Conclusions and Discussion

Main Conclusions

  1. Method effectiveness: Multi-period clock model successfully captures time-varying evolutionary rates
  2. Biological significance: Reveals complex temporal dynamics of viral evolutionary rates
  3. Practical value: Provides real-time analytical tools for infectious disease surveillance

Limitations

  1. Root uncertainty: Lack of calibration points leads to large uncertainty in root rate estimates
  2. Computational complexity: Despite optimization, still requires substantial MCMC iterations
  3. Grid selection: Requires prior knowledge to guide grid point configuration
  4. Model selection: Lacks automatic method for determining optimal number of periods

Future Directions

  1. Bivariate CAR models: Joint modeling of rates and effective population size
  2. Adaptive grids: Develop data-driven grid selection methods
  3. Multi-locus extension: Handle heterogeneity in whole-genome data
  4. Real-time inference: Develop online update algorithms

In-Depth Evaluation

Strengths

  1. Theoretical innovation: First systematic introduction of ICTMC to phylogenetics with solid theoretical foundation
  2. Clever methodology: Piecewise constant parameterization cleverly balances flexibility and computational feasibility
  3. Computational optimization: Linear-time gradient algorithm is important technical contribution
  4. Comprehensive validation: Thorough verification across simulations and multiple real datasets
  5. Biological insights: Reveals important temporal dynamics characteristics of viral evolution

Weaknesses

  1. Prior sensitivity: GMRF prior propriety requires careful tuning of ρ\rho parameter
  2. Model complexity: High-dimensional parameter space may cause convergence issues
  3. Interpretation challenges: Biological interpretation of complex time-varying patterns requires further investigation
  4. Computational resources: Large-scale data analysis still requires substantial computational resources

Impact

  1. Methodological contribution: Provides new theoretical framework for phylogenetic clock models
  2. Software implementation: BEAST X integration ensures broad applicability
  3. Interdisciplinary value: Successful application of statistical methods to biological problems
  4. Real-time monitoring: Provides important tools for infectious disease outbreak response

Applicable Scenarios

  1. Rapidly evolving viruses: RNA viruses, influenza viruses, etc.
  2. Epidemic monitoring: Real-time tracking of pathogen transmission dynamics
  3. Evolutionary biology: Studying temporal patterns of adaptive evolution
  4. Paleontology: Analyzing evolutionary rate changes over long timescales

References

The paper cites important literature from phylogenetics, Bayesian inference, and Markov processes, including Felsenstein's classic pruning algorithm, Drummond et al.'s relaxed clock models, and Rue & Held's Gaussian Markov random field theory and other foundational works.

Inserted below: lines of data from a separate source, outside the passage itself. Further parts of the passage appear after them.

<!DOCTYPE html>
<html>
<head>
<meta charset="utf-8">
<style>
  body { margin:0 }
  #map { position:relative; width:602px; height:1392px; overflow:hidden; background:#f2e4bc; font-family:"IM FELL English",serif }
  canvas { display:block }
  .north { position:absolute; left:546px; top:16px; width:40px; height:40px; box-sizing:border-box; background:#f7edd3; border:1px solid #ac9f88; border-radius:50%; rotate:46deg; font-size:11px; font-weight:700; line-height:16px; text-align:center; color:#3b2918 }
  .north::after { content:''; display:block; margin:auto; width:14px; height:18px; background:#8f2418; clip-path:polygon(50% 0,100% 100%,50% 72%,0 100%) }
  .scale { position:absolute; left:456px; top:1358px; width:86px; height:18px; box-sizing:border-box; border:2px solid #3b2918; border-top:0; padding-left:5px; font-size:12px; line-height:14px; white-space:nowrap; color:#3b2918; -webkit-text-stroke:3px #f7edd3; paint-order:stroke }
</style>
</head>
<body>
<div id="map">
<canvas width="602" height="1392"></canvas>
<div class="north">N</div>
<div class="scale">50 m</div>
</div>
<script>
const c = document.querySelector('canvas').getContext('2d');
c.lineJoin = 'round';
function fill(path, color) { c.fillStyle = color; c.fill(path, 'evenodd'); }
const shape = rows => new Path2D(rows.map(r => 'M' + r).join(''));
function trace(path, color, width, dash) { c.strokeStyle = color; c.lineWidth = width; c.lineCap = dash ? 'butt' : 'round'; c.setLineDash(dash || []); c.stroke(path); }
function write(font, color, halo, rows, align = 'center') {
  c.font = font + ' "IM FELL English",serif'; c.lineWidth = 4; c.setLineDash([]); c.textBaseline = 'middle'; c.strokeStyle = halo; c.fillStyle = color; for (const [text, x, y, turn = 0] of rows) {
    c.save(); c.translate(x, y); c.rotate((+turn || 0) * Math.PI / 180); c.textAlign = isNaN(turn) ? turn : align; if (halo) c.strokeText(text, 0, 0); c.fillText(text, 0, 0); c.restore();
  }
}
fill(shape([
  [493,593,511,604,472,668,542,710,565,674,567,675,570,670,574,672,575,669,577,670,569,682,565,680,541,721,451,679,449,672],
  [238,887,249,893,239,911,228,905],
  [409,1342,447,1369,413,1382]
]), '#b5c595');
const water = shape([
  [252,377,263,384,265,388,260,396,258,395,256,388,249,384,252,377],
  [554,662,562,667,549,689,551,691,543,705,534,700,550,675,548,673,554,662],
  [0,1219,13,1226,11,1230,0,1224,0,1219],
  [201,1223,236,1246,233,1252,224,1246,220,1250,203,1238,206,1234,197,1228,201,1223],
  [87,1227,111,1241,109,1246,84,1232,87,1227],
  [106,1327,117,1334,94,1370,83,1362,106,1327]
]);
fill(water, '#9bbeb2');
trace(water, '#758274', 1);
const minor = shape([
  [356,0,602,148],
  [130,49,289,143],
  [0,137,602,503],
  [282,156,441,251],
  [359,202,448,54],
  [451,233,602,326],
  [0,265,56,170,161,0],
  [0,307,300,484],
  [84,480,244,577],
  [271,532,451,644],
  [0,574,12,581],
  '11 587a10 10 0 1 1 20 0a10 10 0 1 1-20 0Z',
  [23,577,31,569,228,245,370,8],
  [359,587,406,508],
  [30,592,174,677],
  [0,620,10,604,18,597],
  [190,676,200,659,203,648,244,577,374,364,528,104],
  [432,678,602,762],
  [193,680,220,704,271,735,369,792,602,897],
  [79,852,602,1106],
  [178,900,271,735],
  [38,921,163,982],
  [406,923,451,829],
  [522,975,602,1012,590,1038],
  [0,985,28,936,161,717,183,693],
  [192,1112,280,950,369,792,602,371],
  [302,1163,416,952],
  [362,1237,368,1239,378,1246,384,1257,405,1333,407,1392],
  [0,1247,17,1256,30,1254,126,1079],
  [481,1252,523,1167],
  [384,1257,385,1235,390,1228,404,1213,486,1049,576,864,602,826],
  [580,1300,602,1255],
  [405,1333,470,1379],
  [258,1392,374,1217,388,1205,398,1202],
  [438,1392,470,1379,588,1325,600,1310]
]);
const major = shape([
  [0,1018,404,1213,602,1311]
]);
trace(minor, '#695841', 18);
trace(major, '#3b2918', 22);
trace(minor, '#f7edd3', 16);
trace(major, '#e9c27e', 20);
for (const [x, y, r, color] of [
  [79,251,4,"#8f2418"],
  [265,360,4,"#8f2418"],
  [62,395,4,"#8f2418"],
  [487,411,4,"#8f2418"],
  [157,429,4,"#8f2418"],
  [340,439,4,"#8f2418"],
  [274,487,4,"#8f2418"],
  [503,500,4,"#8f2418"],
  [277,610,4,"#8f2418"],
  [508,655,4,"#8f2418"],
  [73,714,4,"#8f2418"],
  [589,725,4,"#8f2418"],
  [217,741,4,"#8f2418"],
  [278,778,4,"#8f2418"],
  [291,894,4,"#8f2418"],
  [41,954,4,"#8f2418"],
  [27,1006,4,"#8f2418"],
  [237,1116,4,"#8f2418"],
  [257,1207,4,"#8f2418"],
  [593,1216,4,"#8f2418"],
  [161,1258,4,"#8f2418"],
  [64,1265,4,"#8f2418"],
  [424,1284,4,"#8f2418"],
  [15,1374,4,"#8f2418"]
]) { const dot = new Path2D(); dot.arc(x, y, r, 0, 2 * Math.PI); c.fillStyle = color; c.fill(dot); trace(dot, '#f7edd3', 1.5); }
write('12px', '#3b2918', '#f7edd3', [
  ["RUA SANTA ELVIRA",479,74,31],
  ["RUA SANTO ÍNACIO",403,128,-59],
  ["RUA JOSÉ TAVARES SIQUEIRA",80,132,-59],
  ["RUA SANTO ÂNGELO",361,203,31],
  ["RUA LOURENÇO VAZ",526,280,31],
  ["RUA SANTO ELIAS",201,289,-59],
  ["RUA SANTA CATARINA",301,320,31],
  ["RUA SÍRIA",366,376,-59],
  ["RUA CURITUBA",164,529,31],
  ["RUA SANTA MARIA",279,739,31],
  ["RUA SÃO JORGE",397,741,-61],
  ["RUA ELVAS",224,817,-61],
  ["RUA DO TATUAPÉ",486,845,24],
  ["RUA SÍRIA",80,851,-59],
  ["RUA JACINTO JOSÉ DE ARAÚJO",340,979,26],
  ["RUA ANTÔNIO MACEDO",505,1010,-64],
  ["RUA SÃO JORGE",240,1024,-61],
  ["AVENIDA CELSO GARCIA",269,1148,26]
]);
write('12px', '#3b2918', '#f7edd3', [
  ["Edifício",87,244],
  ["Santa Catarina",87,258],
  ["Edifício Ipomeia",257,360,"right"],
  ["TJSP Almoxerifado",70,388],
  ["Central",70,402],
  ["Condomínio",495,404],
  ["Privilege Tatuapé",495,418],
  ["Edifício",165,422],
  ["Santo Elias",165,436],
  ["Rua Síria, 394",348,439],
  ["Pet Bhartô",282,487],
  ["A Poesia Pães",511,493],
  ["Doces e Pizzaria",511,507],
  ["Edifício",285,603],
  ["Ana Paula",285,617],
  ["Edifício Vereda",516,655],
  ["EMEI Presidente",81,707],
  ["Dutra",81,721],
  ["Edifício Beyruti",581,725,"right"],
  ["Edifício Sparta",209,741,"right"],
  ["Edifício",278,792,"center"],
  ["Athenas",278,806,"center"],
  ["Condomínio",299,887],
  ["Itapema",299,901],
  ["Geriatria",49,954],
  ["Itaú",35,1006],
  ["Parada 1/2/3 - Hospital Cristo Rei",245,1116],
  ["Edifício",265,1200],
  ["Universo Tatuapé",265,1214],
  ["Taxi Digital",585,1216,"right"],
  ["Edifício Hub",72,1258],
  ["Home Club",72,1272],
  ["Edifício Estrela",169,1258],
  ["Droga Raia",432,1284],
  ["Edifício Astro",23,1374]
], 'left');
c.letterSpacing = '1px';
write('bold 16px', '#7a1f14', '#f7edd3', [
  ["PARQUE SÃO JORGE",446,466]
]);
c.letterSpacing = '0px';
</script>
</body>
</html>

Overall Assessment: This is a high-quality methodological paper with significant contributions in theoretical innovation, technical implementation, and practical application. The multi-period clock model provides new tools for phylogenetic inference, particularly suited for studying rapidly evolving organisms. The paper features rigorous mathematical derivations, well-designed experiments, and convincing results, and is expected to have important impacts on phylogenetics and infectious disease research.